Unfair and Unequal Criticism?
The conclusions of the technical committee, which were supported by the Office of Science and Technology Policy, were that a significant release of radioactive iodine from a U.S. reactor would be an extremely low-probability event in which the actual escape of radioactive material would occur over a long-enough period of time to allow the implementation of better radiation exposure reduction methods – including public notification, shelter-in-place measures, evacuation (if necessary), and the interdiction of contaminated food.

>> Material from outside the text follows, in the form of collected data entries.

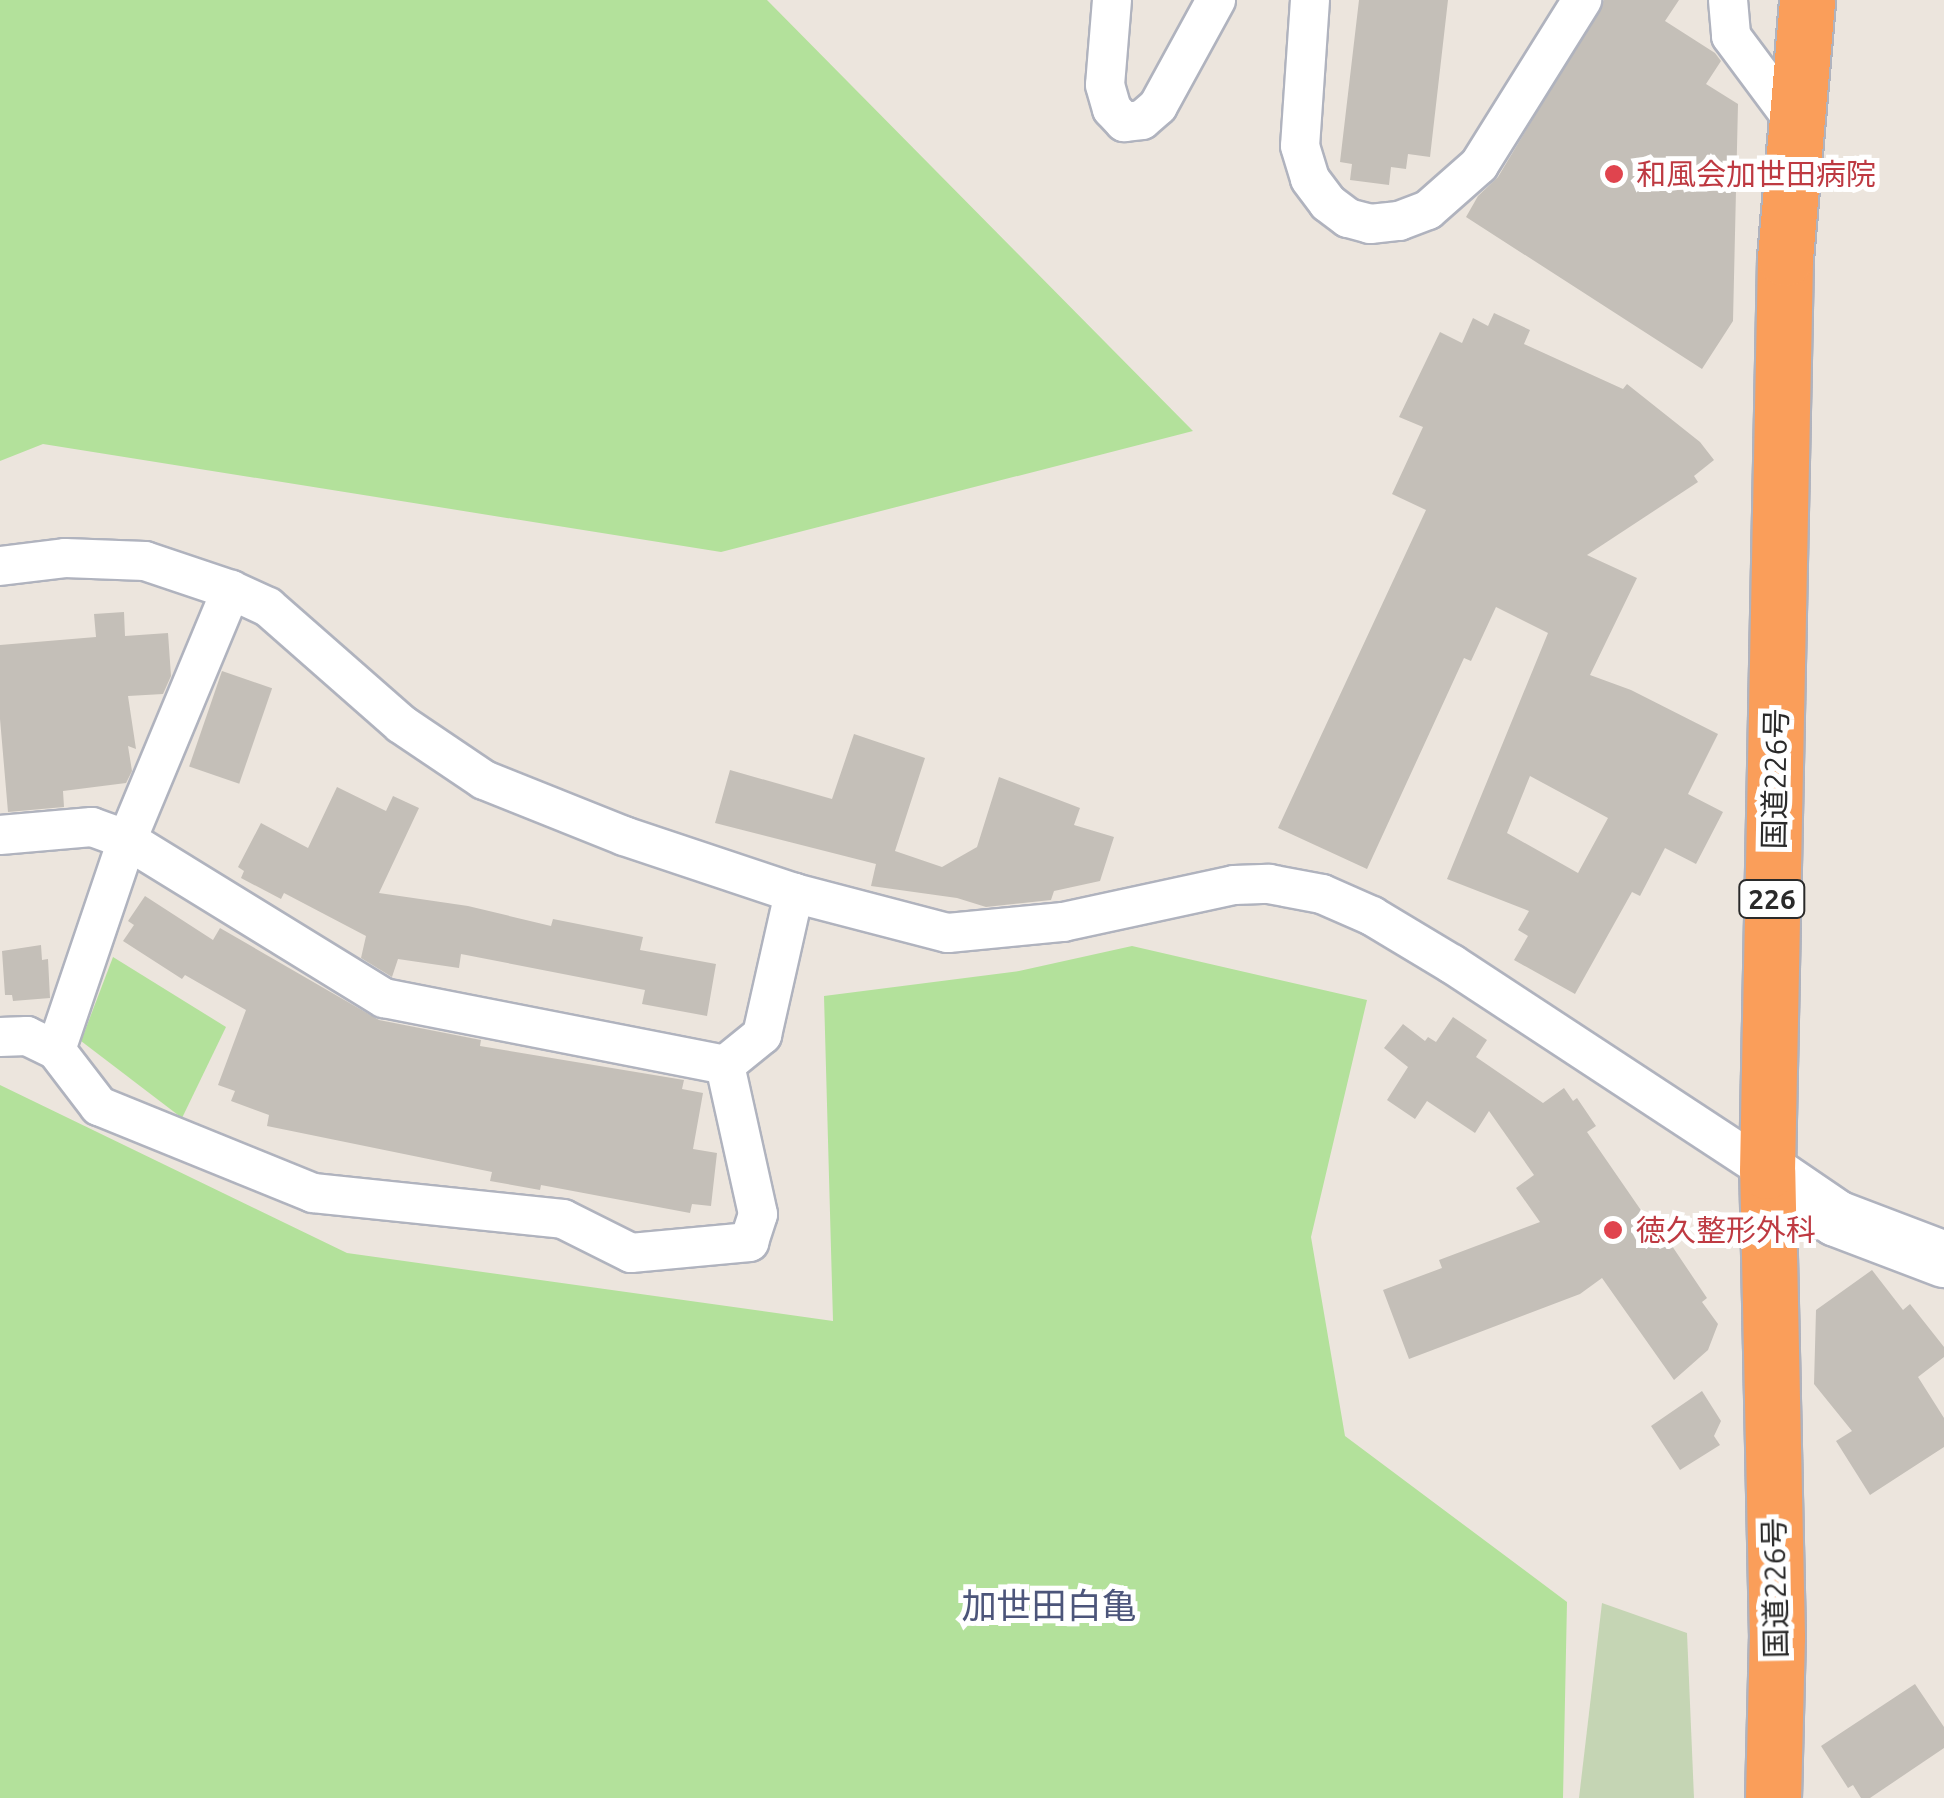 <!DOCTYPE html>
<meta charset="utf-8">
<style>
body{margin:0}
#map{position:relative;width:1944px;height:1798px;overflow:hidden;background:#ece5dd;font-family:Ubuntu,"Noto Sans JP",sans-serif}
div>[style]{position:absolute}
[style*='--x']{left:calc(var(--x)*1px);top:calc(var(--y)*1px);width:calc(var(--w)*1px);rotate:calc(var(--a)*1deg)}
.green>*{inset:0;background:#b3e19b}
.cemetery>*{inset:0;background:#c5d5b4}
.building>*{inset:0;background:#c4bfb8;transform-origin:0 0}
.roads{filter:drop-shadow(2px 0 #b0b3be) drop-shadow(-2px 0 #b0b3be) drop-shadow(0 2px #b0b3be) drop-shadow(0 -2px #b0b3be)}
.street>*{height:38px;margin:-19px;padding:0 19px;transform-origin:19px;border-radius:19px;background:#fff}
.secondary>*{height:55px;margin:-27.5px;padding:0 27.5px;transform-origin:27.5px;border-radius:27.5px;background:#fff}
.highway>*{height:55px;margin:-27.5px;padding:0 27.5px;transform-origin:27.5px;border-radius:27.5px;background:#fa9e5a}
.dots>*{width:28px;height:28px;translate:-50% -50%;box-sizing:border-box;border:5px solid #fff;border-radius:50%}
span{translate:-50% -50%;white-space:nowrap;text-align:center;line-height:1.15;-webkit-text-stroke:10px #fff;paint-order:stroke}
.shield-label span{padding:2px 8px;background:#fff;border:2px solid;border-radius:8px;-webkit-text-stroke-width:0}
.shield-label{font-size:28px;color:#2a2a2a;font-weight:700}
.health-label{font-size:30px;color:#be3a42}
.left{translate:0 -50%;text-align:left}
.street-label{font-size:30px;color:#2a2a2a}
.quarter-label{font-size:35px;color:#4c557a}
</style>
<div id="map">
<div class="green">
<i style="clip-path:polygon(0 0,767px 0,1193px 431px,721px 552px,43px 444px,0 461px)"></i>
<i style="clip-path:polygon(1132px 946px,1367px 1000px,1311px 1237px,1345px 1436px,1567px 1602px,1563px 1798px,0 1798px,0 1085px,347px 1253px,833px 1321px,824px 996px,1019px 971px)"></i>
<i style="clip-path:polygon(113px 957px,226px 1027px,182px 1118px,81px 1041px)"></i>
</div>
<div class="cemetery">
<i style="clip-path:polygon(1602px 1603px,1687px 1633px,1694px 1798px,1579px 1798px)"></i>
</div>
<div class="building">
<i style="clip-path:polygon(1359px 0,1448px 0,1430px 157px,1408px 154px,1406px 169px,1391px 167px,1389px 185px,1350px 180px,1352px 164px,1340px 162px)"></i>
<i style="clip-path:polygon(1604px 0,1679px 0,1665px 21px,1715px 53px,1721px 61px,1706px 84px,1738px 104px,1733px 321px,1702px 369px,1466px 217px,1478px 196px,1498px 177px)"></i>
<i style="clip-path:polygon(evenodd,1494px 313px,1530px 330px,1524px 344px,1623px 389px,1627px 384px,1700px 442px,1714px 460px,1694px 476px,1698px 482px,1587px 555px,1637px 578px,1590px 675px,1631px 690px,1718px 734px,1688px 794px,1723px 812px,1696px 864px,1665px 848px,1640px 896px,1632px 892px,1575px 994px,1514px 960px,1528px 936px,1518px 930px,1529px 911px,1447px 879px,1548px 633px,1496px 607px,1471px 661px,1464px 658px,1367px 869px,1278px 828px,1426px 510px,1392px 494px,1423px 427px,1399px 417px,1440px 332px,1462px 343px,1473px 318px,1488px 326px,1494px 313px,1530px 776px,1608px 818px,1578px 873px,1507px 833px,1530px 776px)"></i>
<i style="clip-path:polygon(124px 612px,125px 636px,168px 633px,171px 676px,163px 694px,128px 696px,136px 749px,128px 746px,132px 771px,126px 783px,63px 791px,64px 807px,8px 812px,0 719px,0 645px,96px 637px,94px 614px)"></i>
<i style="left:222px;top:671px;width:53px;height:101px;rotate:19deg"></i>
<i style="clip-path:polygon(854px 734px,925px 758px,895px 851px,942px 867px,977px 847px,999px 777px,1080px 808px,1074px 825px,1114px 837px,1100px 881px,1054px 891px,1051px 900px,986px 907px,957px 898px,871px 886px,876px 864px,715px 823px,730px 770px,832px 799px)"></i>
<i style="clip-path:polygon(337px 787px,386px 811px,393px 796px,419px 808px,379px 893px,468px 906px,551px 926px,553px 919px,643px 937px,640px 950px,716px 964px,707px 1016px,642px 1004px,645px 990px,461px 954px,459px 968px,398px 959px,392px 977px,361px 958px,366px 936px,284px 893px,281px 899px,241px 878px,244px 871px,238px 867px,261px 823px,308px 848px)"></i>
<i style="clip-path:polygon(145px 896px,213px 940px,220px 928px,379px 1020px,481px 1040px,480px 1046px,684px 1080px,682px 1089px,703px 1093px,693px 1149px,717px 1153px,711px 1206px,692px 1204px,690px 1213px,541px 1185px,540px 1190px,490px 1181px,492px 1172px,267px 1126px,269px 1115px,231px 1101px,235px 1091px,218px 1085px,246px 1010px,185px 975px,182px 979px,123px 941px,134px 925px,128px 921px)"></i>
<i style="clip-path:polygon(41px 945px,42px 960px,48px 959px,50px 998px,13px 1001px,12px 995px,5px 995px,2px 951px)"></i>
<i style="clip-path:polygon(1453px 1017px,1487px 1040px,1476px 1057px,1543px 1103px,1564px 1088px,1573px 1101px,1577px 1098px,1596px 1126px,1587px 1132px,1647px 1219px,1659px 1211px,1677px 1238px,1670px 1243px,1707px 1298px,1702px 1302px,1718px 1324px,1708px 1350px,1674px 1380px,1602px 1278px,1580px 1294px,1409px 1359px,1383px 1290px,1442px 1268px,1439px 1260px,1540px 1222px,1516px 1188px,1534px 1175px,1489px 1111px,1475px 1133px,1427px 1101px,1415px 1119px,1387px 1100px,1408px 1067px,1384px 1048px,1403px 1024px,1425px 1041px,1428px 1037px,1436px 1042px)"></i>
<i style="clip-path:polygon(1872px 1270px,1903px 1310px,1910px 1304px,1944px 1347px,1944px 1357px,1918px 1377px,1944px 1418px,1944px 1447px,1870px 1495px,1836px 1441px,1852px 1431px,1814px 1384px,1816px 1310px)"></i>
<i style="clip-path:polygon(1702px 1391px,1721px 1421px,1714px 1436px,1720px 1445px,1680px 1470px,1651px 1426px)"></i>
<i style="clip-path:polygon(1915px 1684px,1944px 1727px,1944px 1748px,1870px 1798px,1861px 1798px,1853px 1785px,1848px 1788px,1821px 1746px)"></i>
</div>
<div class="roads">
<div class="street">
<i style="--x:1112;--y:0;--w:85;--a:94.7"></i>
<i style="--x:1105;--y:85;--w:25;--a:74"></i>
<i style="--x:1112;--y:109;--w:18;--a:47"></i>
<i style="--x:1124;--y:122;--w:18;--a:-6"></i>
<i style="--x:1142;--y:120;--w:21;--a:-41"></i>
<i style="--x:1158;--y:106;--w:121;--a:-61.3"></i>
<i style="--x:1310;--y:0;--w:146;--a:93.9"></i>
<i style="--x:1300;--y:146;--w:34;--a:73"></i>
<i style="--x:1310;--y:179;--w:30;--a:53"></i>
<i style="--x:1328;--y:203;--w:25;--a:37"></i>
<i style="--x:1348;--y:218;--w:23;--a:15"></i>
<i style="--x:1370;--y:224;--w:29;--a:-6"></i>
<i style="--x:1399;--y:221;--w:31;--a:-21"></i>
<i style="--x:1428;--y:210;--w:68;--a:-41.4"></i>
<i style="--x:1479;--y:165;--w:195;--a:-58"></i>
<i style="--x:1728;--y:0;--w:36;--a:85"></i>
<i style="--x:1731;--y:36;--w:107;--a:53.3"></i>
<i style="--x:0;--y:566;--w:65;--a:-7"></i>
<i style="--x:65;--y:558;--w:80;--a:2.1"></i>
<i style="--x:145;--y:561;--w:91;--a:18.6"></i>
<i style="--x:231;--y:590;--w:41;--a:24.7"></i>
<i style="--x:268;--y:607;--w:177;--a:41.3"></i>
<i style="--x:401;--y:724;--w:100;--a:34"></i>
<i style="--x:484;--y:780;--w:151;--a:21.8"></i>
<i style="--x:624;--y:836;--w:179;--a:18.5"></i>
<i style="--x:794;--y:893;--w:159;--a:14.6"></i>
<i style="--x:948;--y:933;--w:116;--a:-5.5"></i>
<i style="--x:1063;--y:922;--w:175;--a:-12.2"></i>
<i style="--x:1234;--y:885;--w:35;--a:-2"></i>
<i style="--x:1269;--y:884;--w:54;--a:10.7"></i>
<i style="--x:1322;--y:894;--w:55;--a:23.7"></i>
<i style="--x:1372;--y:916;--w:93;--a:31"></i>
<i style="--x:1452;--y:964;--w:377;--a:33.3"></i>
<i style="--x:0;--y:835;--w:92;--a:-5"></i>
<i style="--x:92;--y:827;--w:37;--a:20"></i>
<i style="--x:127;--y:840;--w:302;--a:31.6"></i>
<i style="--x:384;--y:998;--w:348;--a:11.1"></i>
<i style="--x:0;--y:1037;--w:27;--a:-2"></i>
<i style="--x:27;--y:1036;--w:32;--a:26"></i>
<i style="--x:56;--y:1050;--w:71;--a:52.5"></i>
<i style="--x:99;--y:1106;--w:231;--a:22.1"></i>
<i style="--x:313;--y:1193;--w:251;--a:5.9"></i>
<i style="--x:563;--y:1219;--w:76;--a:26.6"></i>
<i style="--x:631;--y:1253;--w:119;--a:-5.3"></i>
<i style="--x:749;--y:1242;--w:29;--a:-72"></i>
<i style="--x:758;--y:1214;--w:153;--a:-102.5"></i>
<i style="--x:725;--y:1065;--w:48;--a:-39"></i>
<i style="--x:762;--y:1035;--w:146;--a:-77.3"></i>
<i style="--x:56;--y:1050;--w:222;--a:-71.3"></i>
<i style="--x:127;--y:840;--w:271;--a:-67.4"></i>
</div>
<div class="secondary">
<i style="--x:1767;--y:1171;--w:83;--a:34.3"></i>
<i style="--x:1836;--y:1218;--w:116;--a:20.8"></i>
</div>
<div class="highway">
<i style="--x:1773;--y:1798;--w:161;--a:-88.6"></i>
<i style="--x:1777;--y:1637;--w:466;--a:-91.2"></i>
<i style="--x:1767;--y:1171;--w:913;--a:-88.87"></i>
<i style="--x:1785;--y:258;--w:259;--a:-85.1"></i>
</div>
</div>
<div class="dots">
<i style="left:1614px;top:174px;background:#e0444e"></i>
<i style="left:1613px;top:1230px;background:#e0444e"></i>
</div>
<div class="shield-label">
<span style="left:1772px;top:899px">226</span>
</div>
<div class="health-label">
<span class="left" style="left:1636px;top:174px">和風会加世田病院</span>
<span class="left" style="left:1636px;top:1230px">徳久整形外科</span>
</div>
<div class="street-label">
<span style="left:1775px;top:779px;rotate:-89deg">国道226号</span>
<span style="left:1775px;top:1588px;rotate:-91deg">国道226号</span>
</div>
<div class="quarter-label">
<span style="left:1049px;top:1605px">加世田白亀</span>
</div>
</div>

It should be noted that, in addition to the findings and recommendations cited above, Dr. Marburger’s memorandum honestly stated that the technical evaluation did identify certain weaknesses in the existing KI distribution program, and therefore recommended that the Nuclear Regulatory Commission and other responsible government agencies collectively develop “best practice” guidelines for the existing 10-mile program.
In a democracy, everyone is, of course, entitled to his or her opinion. Government leaders, however, have a higher duty to their constituents – namely, to make sound pronouncements based on all of the evidence available. In this case, the director of the Office of Science and Technology Policy has made what seems to be a reasonable decision – and has provided the scientific and risk-management basis, including some negative factors, for that decision. Nonetheless, his pronouncement has been the subject of considerable criticism in the public press – which is how a democratic society works. The outside critics could and would strengthen their own arguments considerably, though, if they would provide a counterbalancing basis, of approximately equal magnitude, for their opinions. So far, however, it seems that few if any of them have been willing or able to do so.
Dr. Jerry Mothershead is the Physician Advisor to the Medical Readiness and Response Group of Battelle Memorial Institute. An emergency medicine physician, he also is adjunct faculty at the Uniformed Services University of the Health Sciences in Bethesda, Md. A graduate of the U. S. Naval Academy, Dr. Mothershead served on active duty in the U.S. Navy in a broad spectrum of clinical, operational, and management positions for over 28 years, and has served in an advisory capacity to numerous local, state, and federal agencies in the fields of antiterrorism, disaster preparedness, and consequence management.